# TO DO
In how many lines of the entries below does "symbols" appear? Give only the number.

# DATA FOR REVIEW
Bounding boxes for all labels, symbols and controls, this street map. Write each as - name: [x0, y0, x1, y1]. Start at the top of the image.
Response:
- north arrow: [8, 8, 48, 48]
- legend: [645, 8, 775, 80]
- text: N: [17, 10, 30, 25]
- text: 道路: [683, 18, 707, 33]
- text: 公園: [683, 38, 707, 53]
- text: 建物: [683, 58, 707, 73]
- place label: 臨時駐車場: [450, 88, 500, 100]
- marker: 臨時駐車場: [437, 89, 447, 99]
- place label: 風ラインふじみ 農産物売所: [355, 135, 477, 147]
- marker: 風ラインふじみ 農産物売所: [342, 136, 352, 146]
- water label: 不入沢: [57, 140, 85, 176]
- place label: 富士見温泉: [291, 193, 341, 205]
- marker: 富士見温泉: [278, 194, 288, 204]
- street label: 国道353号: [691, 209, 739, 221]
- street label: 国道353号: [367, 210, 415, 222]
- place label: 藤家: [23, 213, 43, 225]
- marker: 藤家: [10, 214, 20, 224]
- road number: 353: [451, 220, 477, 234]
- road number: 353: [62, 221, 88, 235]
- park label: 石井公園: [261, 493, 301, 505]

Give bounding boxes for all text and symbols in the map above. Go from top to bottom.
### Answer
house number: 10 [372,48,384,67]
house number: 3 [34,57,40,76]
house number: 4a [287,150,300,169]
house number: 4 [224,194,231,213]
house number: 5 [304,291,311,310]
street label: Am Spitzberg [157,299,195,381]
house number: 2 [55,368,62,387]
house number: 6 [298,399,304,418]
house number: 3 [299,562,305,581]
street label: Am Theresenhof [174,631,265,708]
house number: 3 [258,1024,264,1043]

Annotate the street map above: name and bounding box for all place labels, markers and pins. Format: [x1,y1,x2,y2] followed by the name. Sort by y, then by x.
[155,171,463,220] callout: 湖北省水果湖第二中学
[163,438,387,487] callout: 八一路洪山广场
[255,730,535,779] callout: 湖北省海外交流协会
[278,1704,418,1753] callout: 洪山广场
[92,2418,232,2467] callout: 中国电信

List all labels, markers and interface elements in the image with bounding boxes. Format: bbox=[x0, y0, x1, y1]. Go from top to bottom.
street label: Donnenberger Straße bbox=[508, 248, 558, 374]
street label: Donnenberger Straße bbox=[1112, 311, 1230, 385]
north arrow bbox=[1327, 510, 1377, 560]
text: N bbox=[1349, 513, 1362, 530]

# EXERCISE SOLUTION
2